"Que seja doce."(CFA)

sexta-feira, julho 15, 2005

Sopro

(*ouvindo O, Damien Rice)

Alguma coisa se move no escuro. Alguma coisa se espreguiça quando a luz do sol reflete no muro de tijolos vermelhos do lado de fora. Um pouco do seu cheiro fica no travesseiro embora você nunca se deite comigo naqueles lençóis ásperos. Imagino. Nada demais, nada que possa descrever quando todos dormem. Além dos meus olhos, outros olhos de vidro observam além da parede e fico doente demais. Escrevo cartas como quem não sabe mais contar as mesmas velhas histórias que empoeiram até desaparecerem no canto do quarto.

Tenho saudade de quando podia chegar e bater palmas na porta dessa casa, mas o Tempo tem dessas, não há nada a fazer senão enxugar as palmas vazias e sorrir quebrado para quem passa. Vai tudo bem ou ficamos combinados assim. Um desastre é só mais um desastre, existe uma outra saída no fundo daquele baú de madeira pesada que cismam em guardar meus antigos escritos. Há um caminho sem pegadas de gente, onde os barulhos não são deste mundo e por isso mesmo, devem acalmar meu sono inquieto.

Este rosto que adoro, tem curvas duras escondendo uma carne macia e uma vontade tão doce.....algo que por mais que suba e tente enxergar distante, não vejo final. Fica sempre mais um pouco quando você se despede, como um resto de calma na garganta, um pouco de silêncio no peito e meus pés me guiam até a porta de casa, como se meu corpo fosse um cavalo acostumado.

Não me perturbe, Sombra, não me perturbe.
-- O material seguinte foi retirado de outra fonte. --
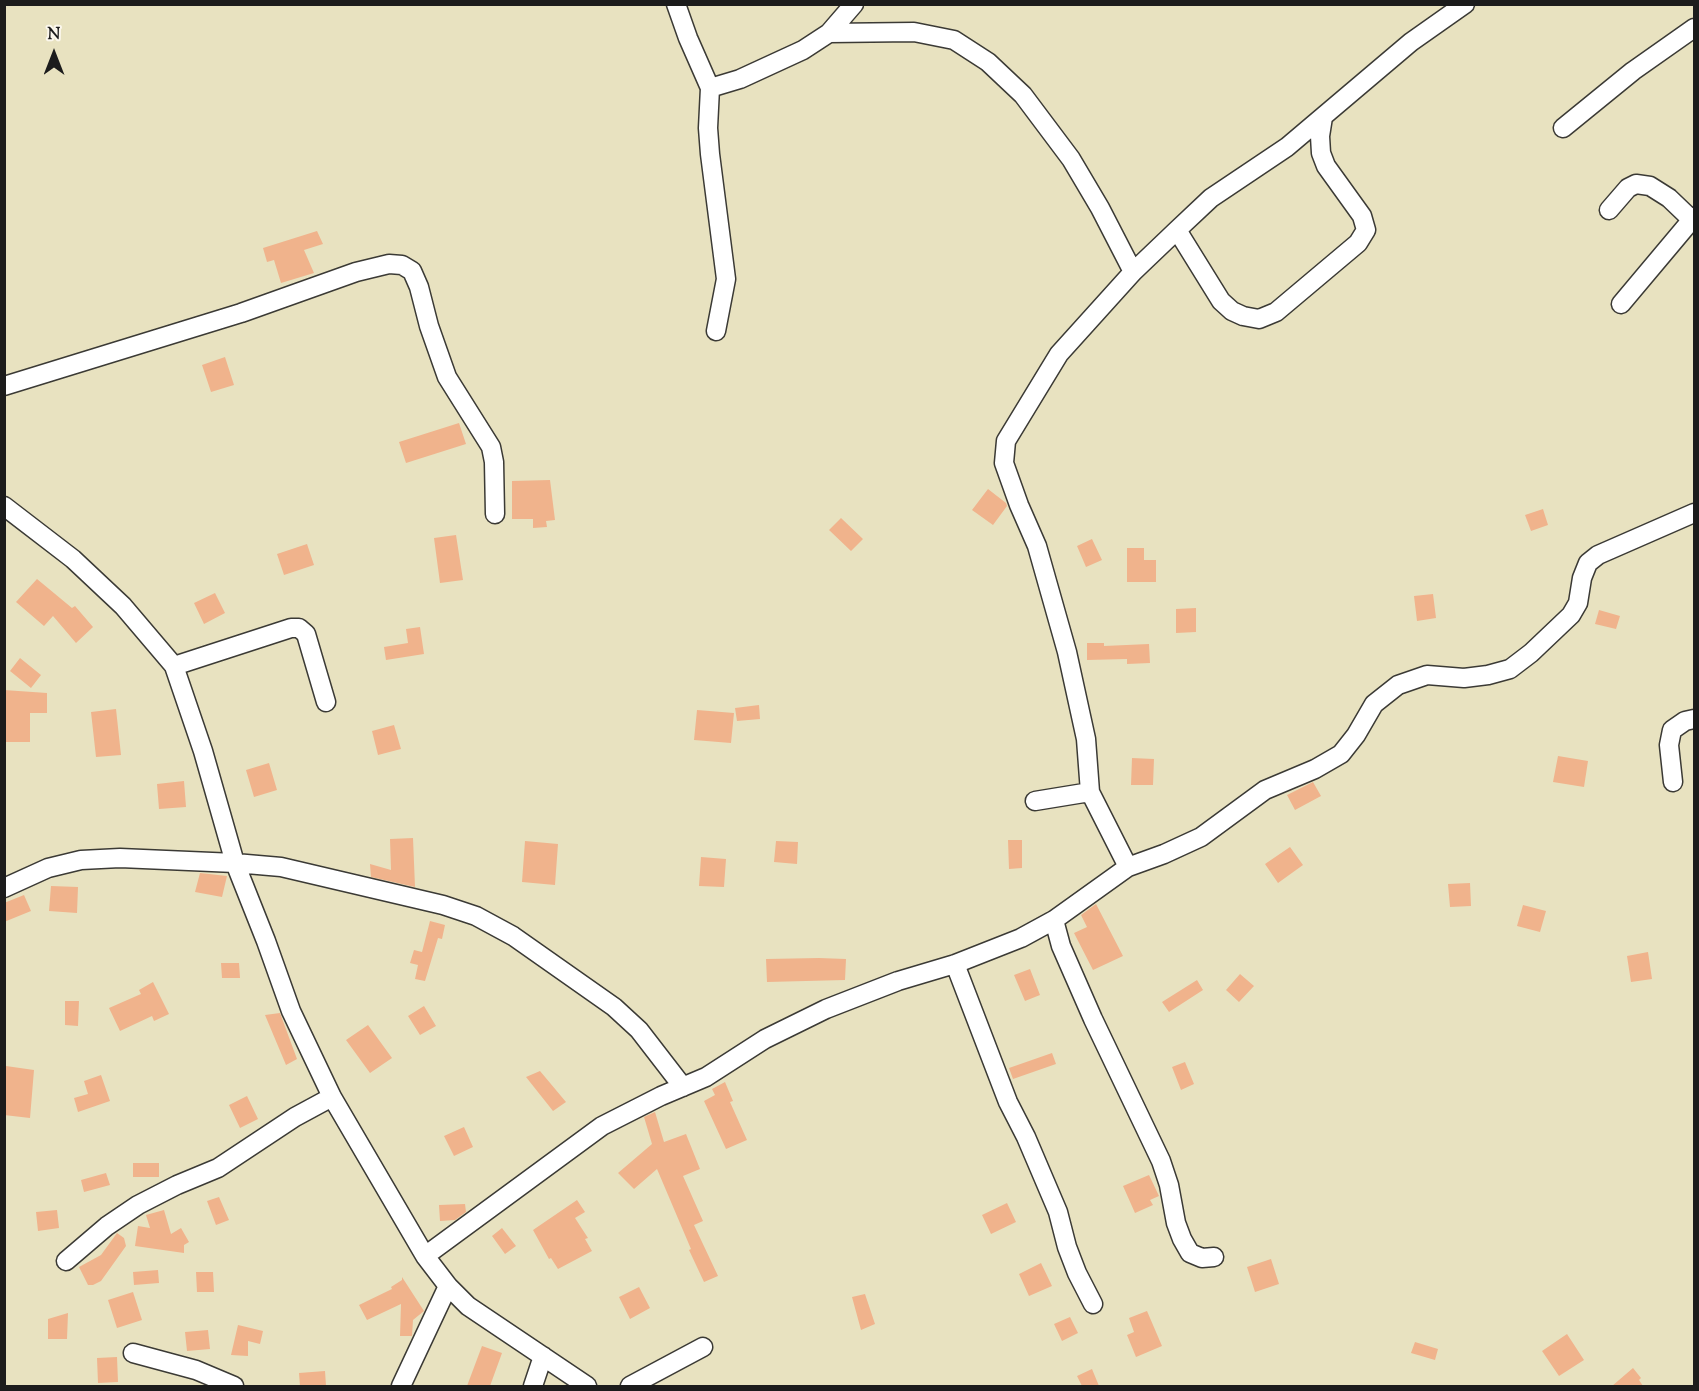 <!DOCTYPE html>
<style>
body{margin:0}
#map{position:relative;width:1699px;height:1391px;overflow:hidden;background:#e8e2c0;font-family:"Sorts Mill Goudy",serif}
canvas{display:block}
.frame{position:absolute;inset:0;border:6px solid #1c1c1c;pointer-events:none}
.north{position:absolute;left:24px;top:24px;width:60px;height:60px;-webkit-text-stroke:4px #fbf7ec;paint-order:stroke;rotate:0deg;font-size:16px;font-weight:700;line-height:24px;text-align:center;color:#1c1c1c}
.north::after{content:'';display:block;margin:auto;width:21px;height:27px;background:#1c1c1c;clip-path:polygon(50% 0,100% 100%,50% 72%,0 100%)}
</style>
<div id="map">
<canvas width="1699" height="1391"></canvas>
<div class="frame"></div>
<div class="north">N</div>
</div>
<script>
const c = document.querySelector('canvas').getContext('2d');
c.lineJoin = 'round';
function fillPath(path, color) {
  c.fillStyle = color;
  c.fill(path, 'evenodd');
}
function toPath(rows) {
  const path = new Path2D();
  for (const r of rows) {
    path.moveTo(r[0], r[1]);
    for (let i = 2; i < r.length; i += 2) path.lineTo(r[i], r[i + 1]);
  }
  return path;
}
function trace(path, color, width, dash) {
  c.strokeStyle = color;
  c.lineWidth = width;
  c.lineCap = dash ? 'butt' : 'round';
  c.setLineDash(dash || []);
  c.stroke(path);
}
fillPath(toPath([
 [317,231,323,244,304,250,314,273,281,283,274,260,267,262,263,248],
 [225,357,234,385,211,392,202,365],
 [459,423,466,444,406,463,399,442],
 [550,480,555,520,546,521,547,527,533,528,533,519,512,519,512,481],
 [988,489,1006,503,1007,506,993,525,972,510],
 [1543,509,1548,525,1531,531,1525,515],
 [841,518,863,539,851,551,829,530],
 [456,535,463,580,440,583,434,538],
 [1092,539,1102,560,1086,567,1077,546],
 [307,544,314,565,284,575,277,554],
 [1127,548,1144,548,1144,560,1156,560,1156,582,1127,582],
 [37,579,72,608,75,606,93,627,76,643,53,616,44,626,16,602],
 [215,593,225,613,204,624,194,603],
 [1433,594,1436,618,1417,621,1414,596],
 [1196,608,1196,632,1176,633,1176,609],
 [1599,610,1620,616,1616,629,1595,624],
 [420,627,424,654,386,660,384,647,408,643,406,629],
 [1087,643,1104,643,1104,646,1149,644,1150,663,1127,664,1127,659,1087,660],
 [20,658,41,675,31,688,10,671],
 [4,690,47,693,47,713,30,713,30,742,4,742],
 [759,705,760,719,737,721,735,708],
 [116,709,121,755,96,757,91,712],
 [697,710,734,713,731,743,694,740],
 [394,725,401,749,378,755,372,731],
 [1558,756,1588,761,1584,787,1553,782],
 [1132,758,1154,759,1153,785,1131,785],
 [269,763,277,790,254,797,246,770],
 [184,781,186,807,159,809,157,784],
 [1313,782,1321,796,1295,810,1287,795],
 [413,838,415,887,371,877,370,864,391,870,390,839],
 [1008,840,1022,840,1022,868,1009,869],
 [525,841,558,844,555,885,522,882],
 [776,841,798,842,797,864,774,862],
 [1290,847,1303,865,1278,883,1265,864],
 [701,857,726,859,724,887,699,886],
 [200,873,227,876,222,897,195,892],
 [1470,883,1471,906,1450,907,1448,884],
 [51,886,78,887,77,913,49,911],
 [24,895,31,911,4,922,4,903],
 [1096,904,1123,956,1093,970,1074,933,1087,927,1081,915],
 [1523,905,1546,911,1540,932,1517,926],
 [430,921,445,925,442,939,438,938,425,981,415,979,418,965,410,963,414,950,422,952],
 [1648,952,1652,979,1631,982,1627,956],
 [819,958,846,959,845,980,767,982,766,959],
 [221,963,239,963,240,978,222,978],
 [1030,969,1040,995,1025,1001,1014,975],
 [1240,974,1254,986,1239,1002,1226,990],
 [1197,980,1203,990,1169,1012,1162,1002],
 [153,982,169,1014,154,1021,152,1016,120,1031,109,1008,141,994,139,990],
 [65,1001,79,1001,78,1026,65,1025],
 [424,1006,436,1026,420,1035,408,1016],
 [280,1013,297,1059,286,1065,265,1015],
 [368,1025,392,1058,370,1073,346,1040],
 [1052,1053,1056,1064,1013,1079,1009,1068],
 [1185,1062,1194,1084,1181,1090,1172,1067],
 [6,1066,34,1070,30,1118,4,1115],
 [540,1071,566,1102,553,1111,526,1077],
 [101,1075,110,1101,78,1112,74,1098,88,1094,84,1081],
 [725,1082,733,1101,730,1102,747,1140,726,1149,704,1101,715,1095,712,1089],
 [247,1096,258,1119,240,1128,229,1105],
 [655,1112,664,1142,686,1134,700,1169,683,1176,703,1221,694,1225,718,1276,704,1282,689,1250,691,1249,657,1169,634,1189,618,1173,652,1144,644,1117],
 [464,1127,473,1147,454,1156,444,1136],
 [133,1163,159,1163,159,1177,133,1177],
 [106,1173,110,1185,84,1192,81,1180],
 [1149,1175,1159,1196,1150,1200,1153,1205,1135,1213,1123,1186],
 [219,1197,229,1220,216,1225,207,1201],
 [577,1200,585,1212,575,1218,588,1238,585,1239,592,1251,558,1269,551,1258,549,1259,533,1230],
 [1007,1203,1016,1222,991,1234,982,1215],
 [465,1204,466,1212,455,1220,440,1221,439,1205],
 [57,1210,59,1228,38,1231,36,1212],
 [164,1210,171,1234,181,1228,189,1242,184,1245,184,1253,135,1246,138,1226,150,1228,146,1215],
 [502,1228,516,1246,505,1254,492,1236],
 [117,1233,124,1238,126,1246,101,1281,93,1285,88,1285,79,1267,101,1255],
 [1271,1259,1279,1284,1255,1292,1247,1267],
 [1041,1263,1052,1286,1029,1296,1019,1274],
 [158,1270,159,1283,134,1285,133,1272],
 [196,1272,213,1272,214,1292,197,1292],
 [402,1277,424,1311,413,1320,412,1336,400,1336,401,1304,367,1320,359,1305,392,1289,391,1287,402,1280],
 [639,1287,650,1308,630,1319,619,1297],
 [133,1292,142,1320,117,1328,108,1300],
 [865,1294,875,1324,861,1330,852,1297],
 [1147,1311,1162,1346,1136,1357,1127,1335,1134,1332,1129,1318],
 [68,1313,67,1339,48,1339,48,1319],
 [1070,1317,1078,1333,1062,1341,1054,1324],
 [238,1325,263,1331,260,1344,248,1341,248,1356,231,1355],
 [208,1330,210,1349,187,1351,185,1332],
 [1567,1334,1584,1360,1559,1376,1542,1351],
 [1415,1342,1438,1349,1435,1360,1411,1353],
 [482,1346,502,1353,490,1386,467,1386],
 [117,1357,118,1382,98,1383,97,1358],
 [1633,1368,1641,1378,1639,1380,1643,1386,1612,1386],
 [1092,1369,1099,1386,1082,1386,1077,1376],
 [325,1371,326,1386,300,1386,299,1373]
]), '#f0b38c');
const minor = toPath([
 [676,4,688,38,710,88,708,128,710,154,726,279,716,331],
 [829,33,914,32,954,40,988,62,1023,95,1071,159,1100,208,1133,272],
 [710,88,740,79,803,50,829,33,854,4],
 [1563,128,1633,71,1694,28],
 [1609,210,1628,188,1636,184,1650,186,1669,198,1692,220],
 [1177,230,1221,301,1232,311,1243,316,1259,319,1276,312,1358,243,1366,230,1362,216,1326,166,1321,153,1320,136,1323,117],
 [1621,304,1694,217],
 [4,386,241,313,356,272,389,264,402,265,412,271,419,287,429,326,447,377,491,447,494,462,495,514],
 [4,506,73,559,123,606,174,666,203,751,235,863,266,941,291,1011,332,1097,425,1256,448,1286,468,1306,587,1386],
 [174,666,291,628,299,628,306,634,326,702],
 [1673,782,1669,745,1672,730,1685,721,1694,719],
 [1035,801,1090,792],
 [1128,867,1090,792,1086,739,1067,652,1037,546,1019,505,1004,463,1006,441,1059,354,1133,272,1177,230,1211,198,1287,147,1411,42,1465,4],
 [4,888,48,868,81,860,120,858,235,863,281,867,443,905,476,916,513,936,614,1007,639,1030,683,1087],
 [1054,920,1061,946,1093,1019,1161,1161,1169,1185,1176,1223,1182,1239,1190,1253,1202,1258,1214,1257],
 [955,964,1008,1102,1026,1137,1058,1212,1067,1247,1077,1273,1093,1304],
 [425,1256,602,1126,661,1096,706,1077,765,1039,826,1009,898,981,955,964,1021,938,1054,920,1128,867,1164,854,1201,837,1265,790,1315,769,1341,754,1356,735,1374,704,1398,685,1427,675,1464,678,1488,675,1510,669,1531,653,1571,615,1578,603,1582,578,1588,563,1598,555,1694,513],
 [66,1261,107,1226,138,1205,177,1185,218,1168,295,1117,332,1097],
 [133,1353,196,1370,234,1386],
 [401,1386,448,1286],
 [533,1386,543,1356],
 [630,1386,703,1347]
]);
trace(minor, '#3b3a35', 21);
trace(minor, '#fff', 18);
</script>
Sei dos fins, das rupturas, das mentiras, das falsas promessas, vamos lá, passei por solavancos na estrada antes de chegar até aqui. Mesmo assim, Sombra, você tenta me entender com seus vazios e nada, absolutamente nada me explica, eu sei, nada me estabelece, apenas uma força teimosa de continuar e ser, a tal coisa certa que muitos nem sabem como, quero e faço, por mais difícil que pareça, sempre será mais penoso tentar enganar e sangrar ruim como qualquer destino ordinário, mas me deixe, Sombra, não me acorde tarde da noite, amargando minha boca, tecendo tramas para envenenar minha pele, toda essa força para provocar meu avesso tão inútil, eu não tenho medo porque sei da minha morte possível em todas as quedas e quantas meninas são necessárias para o sacrifício de estar lúcida.

Distante, ainda ouço a música. Não se assuste se um dia me recusar a cantar em seu ouvido. Alguma coisa em você é tão tranquila e certa de si mesma, alguma coisa em você me pacifica, faz com que feche todas as portas e escancare as janelas para o novo que não faço idéia, eu sonho agora entre os minutos que você conta o seu dia e faço planos, como quem desaprendeu a se encolher quando toca as cicatrizes.